The 2014 update to IIASA's world population projections

© Varlyte_Dreamstime

© Varlyte_Dreamstime

In 2014 the World Population Program (POP) together with the Wittgenstein Centre for Demography and Global Human Capital (IIASA, VID/ÖAW, WU) produced a new set of world population projections. This is based on the broadest ever international review about what we know today about the drivers of fertility, mortality, migration, and education in different parts of the world and what we can assume for the future.

FAST FACTS

  • In the medium (most likely) scenario from today’s perspective that combines medium fertility and mortality assumptions with a continuation of the recent Global Education Trends (GET)—the aggregate population for the world will reach 8.3 billion in 2030, 9.2 billion in 2050, peak at 9.4 billion around 2070 and start a slow decline to 9.0 billion by the end of the century.

  • On average the population in 2050 will be much better educated than today’s because virtually everywhere the younger cohorts are better educated than the older ones. The population that never attended school will be stagnant in absolute terms and diminishing as a proportion while at the same time the population with secondary or postsecondary education will rapidly expand. 

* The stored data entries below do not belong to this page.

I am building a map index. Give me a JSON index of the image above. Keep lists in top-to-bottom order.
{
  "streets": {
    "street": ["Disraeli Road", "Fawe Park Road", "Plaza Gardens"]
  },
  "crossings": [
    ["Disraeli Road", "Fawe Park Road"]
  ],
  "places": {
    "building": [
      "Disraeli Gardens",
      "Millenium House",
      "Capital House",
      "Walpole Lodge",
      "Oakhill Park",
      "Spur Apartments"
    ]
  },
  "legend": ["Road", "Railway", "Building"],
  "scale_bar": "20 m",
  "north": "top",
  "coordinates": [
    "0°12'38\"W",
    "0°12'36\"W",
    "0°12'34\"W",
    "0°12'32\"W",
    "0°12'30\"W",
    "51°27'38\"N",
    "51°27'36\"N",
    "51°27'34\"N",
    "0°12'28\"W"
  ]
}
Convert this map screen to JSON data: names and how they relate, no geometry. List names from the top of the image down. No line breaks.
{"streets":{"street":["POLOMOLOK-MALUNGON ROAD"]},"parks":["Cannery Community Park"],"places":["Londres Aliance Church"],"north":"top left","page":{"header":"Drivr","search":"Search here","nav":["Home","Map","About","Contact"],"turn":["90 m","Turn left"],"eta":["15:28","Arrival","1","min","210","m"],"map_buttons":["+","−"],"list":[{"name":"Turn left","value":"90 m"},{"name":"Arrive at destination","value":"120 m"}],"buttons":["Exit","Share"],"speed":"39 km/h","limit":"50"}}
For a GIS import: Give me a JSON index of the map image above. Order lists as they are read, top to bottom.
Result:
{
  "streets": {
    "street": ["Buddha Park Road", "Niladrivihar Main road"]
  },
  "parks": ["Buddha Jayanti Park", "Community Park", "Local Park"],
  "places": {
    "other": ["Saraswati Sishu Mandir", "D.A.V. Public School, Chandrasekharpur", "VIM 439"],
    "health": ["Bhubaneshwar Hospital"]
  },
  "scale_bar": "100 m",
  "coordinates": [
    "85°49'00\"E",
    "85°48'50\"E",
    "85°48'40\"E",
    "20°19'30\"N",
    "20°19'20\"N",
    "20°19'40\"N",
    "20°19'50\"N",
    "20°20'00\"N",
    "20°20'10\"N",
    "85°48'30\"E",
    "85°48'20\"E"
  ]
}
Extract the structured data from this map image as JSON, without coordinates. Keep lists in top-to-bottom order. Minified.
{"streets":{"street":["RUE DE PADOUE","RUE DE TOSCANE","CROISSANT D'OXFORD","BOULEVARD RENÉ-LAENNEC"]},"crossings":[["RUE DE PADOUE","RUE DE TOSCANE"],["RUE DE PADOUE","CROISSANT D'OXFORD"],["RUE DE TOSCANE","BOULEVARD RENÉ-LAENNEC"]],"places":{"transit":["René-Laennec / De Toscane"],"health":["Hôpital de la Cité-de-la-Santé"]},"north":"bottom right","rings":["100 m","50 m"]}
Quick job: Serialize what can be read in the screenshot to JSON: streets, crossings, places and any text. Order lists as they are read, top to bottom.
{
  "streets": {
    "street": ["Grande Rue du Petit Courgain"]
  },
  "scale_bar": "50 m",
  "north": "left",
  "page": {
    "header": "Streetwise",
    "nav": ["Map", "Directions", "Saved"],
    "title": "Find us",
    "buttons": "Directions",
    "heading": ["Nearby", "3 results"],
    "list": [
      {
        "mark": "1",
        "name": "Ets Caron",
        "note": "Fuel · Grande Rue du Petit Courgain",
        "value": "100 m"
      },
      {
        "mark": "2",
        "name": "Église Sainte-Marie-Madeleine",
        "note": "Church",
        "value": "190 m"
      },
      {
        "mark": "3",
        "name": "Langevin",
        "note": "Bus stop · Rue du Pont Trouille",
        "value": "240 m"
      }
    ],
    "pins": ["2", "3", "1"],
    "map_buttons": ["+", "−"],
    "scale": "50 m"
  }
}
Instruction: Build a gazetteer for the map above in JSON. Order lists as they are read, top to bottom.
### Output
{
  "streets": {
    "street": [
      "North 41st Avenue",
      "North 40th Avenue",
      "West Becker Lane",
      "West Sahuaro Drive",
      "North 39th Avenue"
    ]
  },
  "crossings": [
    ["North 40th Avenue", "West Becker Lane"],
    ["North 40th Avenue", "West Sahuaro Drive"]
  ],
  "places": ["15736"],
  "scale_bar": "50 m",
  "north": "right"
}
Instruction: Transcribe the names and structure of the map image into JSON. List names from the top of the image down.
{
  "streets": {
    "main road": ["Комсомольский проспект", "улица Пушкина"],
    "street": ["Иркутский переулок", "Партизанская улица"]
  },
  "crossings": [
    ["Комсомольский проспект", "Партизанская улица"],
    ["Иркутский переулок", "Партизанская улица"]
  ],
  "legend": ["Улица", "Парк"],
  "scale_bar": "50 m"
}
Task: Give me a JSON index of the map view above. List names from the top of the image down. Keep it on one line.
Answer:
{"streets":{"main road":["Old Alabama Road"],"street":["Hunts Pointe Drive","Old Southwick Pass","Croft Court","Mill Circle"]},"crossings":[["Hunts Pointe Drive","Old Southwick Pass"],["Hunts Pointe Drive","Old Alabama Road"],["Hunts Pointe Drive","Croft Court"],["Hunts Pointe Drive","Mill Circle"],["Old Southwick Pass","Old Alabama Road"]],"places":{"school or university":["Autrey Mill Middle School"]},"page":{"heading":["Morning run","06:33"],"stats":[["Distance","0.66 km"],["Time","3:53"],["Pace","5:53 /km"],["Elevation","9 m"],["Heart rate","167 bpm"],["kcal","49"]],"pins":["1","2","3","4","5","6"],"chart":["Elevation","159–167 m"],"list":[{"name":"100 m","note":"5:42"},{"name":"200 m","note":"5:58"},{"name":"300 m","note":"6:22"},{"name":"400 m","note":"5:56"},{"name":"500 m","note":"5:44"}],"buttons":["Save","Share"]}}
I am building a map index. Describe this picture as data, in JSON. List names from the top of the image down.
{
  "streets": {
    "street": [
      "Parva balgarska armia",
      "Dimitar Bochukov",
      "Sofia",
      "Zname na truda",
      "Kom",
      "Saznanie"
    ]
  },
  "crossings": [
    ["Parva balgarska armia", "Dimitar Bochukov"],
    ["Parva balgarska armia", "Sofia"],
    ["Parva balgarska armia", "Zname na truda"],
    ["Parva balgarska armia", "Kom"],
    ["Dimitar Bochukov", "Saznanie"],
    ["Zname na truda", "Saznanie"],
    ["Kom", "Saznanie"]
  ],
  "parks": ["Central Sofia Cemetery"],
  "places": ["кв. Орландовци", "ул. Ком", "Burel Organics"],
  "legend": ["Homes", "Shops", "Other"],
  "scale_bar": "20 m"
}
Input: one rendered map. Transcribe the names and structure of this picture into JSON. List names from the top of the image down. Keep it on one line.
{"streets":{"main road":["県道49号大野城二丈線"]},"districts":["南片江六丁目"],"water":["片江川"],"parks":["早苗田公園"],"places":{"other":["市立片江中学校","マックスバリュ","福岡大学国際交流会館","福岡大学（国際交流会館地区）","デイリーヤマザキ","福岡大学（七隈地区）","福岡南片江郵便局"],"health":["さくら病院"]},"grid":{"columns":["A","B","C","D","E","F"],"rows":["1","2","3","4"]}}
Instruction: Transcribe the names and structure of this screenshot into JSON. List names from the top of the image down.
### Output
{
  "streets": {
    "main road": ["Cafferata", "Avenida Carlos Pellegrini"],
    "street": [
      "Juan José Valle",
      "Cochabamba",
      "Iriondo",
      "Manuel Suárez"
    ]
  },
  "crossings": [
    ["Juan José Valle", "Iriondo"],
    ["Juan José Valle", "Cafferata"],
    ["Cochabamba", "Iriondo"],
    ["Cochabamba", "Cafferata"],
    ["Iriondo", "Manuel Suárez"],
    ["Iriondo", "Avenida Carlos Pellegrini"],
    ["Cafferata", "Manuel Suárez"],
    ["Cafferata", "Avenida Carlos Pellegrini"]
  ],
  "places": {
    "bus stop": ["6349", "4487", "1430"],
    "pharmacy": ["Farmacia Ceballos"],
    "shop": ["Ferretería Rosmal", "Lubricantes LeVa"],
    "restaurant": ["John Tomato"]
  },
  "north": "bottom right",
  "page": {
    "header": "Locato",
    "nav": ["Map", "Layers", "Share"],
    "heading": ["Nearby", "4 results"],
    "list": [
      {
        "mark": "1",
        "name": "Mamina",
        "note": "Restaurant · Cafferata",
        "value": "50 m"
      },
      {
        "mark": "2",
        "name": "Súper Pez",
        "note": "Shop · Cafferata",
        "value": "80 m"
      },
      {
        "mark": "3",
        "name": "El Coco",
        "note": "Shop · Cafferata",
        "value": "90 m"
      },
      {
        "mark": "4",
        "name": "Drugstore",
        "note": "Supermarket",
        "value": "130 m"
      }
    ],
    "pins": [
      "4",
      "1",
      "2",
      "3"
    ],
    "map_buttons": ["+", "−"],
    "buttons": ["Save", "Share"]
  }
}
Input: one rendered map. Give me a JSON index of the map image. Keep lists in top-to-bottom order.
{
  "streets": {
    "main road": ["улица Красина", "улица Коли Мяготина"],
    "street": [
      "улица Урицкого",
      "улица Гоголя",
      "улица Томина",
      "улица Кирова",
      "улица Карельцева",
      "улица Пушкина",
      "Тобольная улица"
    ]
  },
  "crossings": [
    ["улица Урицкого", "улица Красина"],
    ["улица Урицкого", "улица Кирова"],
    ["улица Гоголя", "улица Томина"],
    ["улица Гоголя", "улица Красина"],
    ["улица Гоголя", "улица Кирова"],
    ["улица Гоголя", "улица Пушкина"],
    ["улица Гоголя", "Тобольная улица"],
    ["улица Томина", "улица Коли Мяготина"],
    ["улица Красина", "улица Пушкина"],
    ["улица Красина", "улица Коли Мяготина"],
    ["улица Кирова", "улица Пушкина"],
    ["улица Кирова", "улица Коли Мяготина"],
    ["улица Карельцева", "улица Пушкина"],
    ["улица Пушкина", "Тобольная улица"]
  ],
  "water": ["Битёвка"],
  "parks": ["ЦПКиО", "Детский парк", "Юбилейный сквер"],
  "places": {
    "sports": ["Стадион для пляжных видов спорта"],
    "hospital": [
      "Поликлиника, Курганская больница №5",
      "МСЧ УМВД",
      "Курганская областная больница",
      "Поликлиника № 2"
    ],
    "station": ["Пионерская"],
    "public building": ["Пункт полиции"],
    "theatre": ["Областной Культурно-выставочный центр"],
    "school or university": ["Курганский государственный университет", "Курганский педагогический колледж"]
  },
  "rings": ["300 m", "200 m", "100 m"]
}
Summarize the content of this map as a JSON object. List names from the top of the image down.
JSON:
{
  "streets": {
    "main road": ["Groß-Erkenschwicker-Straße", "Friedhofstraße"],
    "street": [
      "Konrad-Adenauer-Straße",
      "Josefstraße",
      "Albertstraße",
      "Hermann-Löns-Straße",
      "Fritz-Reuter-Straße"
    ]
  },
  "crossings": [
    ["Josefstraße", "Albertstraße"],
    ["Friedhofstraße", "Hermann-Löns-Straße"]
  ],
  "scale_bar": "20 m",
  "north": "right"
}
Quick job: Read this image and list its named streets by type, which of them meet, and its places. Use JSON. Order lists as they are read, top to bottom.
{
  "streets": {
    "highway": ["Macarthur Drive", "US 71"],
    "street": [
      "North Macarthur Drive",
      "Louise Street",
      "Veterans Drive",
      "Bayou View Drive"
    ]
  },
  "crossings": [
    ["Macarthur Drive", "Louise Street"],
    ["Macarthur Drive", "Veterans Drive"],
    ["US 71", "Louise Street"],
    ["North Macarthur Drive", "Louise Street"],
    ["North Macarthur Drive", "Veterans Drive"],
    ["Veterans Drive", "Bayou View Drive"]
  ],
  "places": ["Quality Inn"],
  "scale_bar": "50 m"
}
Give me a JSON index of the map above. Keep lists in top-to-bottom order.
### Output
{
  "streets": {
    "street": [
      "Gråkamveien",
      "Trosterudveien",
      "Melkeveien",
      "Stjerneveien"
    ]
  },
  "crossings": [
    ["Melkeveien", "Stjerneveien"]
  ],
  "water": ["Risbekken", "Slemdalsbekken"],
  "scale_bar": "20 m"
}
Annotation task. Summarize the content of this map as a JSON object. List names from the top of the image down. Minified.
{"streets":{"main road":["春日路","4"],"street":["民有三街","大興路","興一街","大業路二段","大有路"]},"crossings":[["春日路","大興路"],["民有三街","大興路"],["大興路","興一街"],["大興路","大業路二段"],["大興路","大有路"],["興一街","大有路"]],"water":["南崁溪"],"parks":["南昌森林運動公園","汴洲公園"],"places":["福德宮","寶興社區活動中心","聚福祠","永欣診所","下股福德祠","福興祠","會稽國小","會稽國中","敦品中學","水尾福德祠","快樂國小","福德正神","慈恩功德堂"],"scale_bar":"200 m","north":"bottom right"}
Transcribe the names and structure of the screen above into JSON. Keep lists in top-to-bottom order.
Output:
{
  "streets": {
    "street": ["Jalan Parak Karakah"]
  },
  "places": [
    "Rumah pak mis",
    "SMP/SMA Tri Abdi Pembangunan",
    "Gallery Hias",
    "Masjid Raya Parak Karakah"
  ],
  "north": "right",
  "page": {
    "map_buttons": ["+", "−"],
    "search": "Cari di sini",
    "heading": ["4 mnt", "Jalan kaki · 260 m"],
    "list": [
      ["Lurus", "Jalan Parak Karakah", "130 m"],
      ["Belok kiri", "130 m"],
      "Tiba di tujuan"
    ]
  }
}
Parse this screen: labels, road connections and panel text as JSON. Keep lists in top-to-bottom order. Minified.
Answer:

  • The new projections show that there is a strong negative association between the level of female education and the levels of fertility rates and child mortality rates.


About the 2014 projections

The new results are presented in the Oxford University Press volume World Population and Human Capital in the Twenty-First Century (eds. W. Lutz, W.P. Butz, S. KC). It is the first book to systematically and quantitatively address the role of educational attainment in global population trends and models. By adding education to the traditional demographic characteristics of age and sex, this distinguishing feature substantially alters the way we look at changes in populations and how we project them into the future. Through the systematic addition of the education dimension, this approach can be thought of as adding a ‘quality’ dimension to the consideration of population numbers.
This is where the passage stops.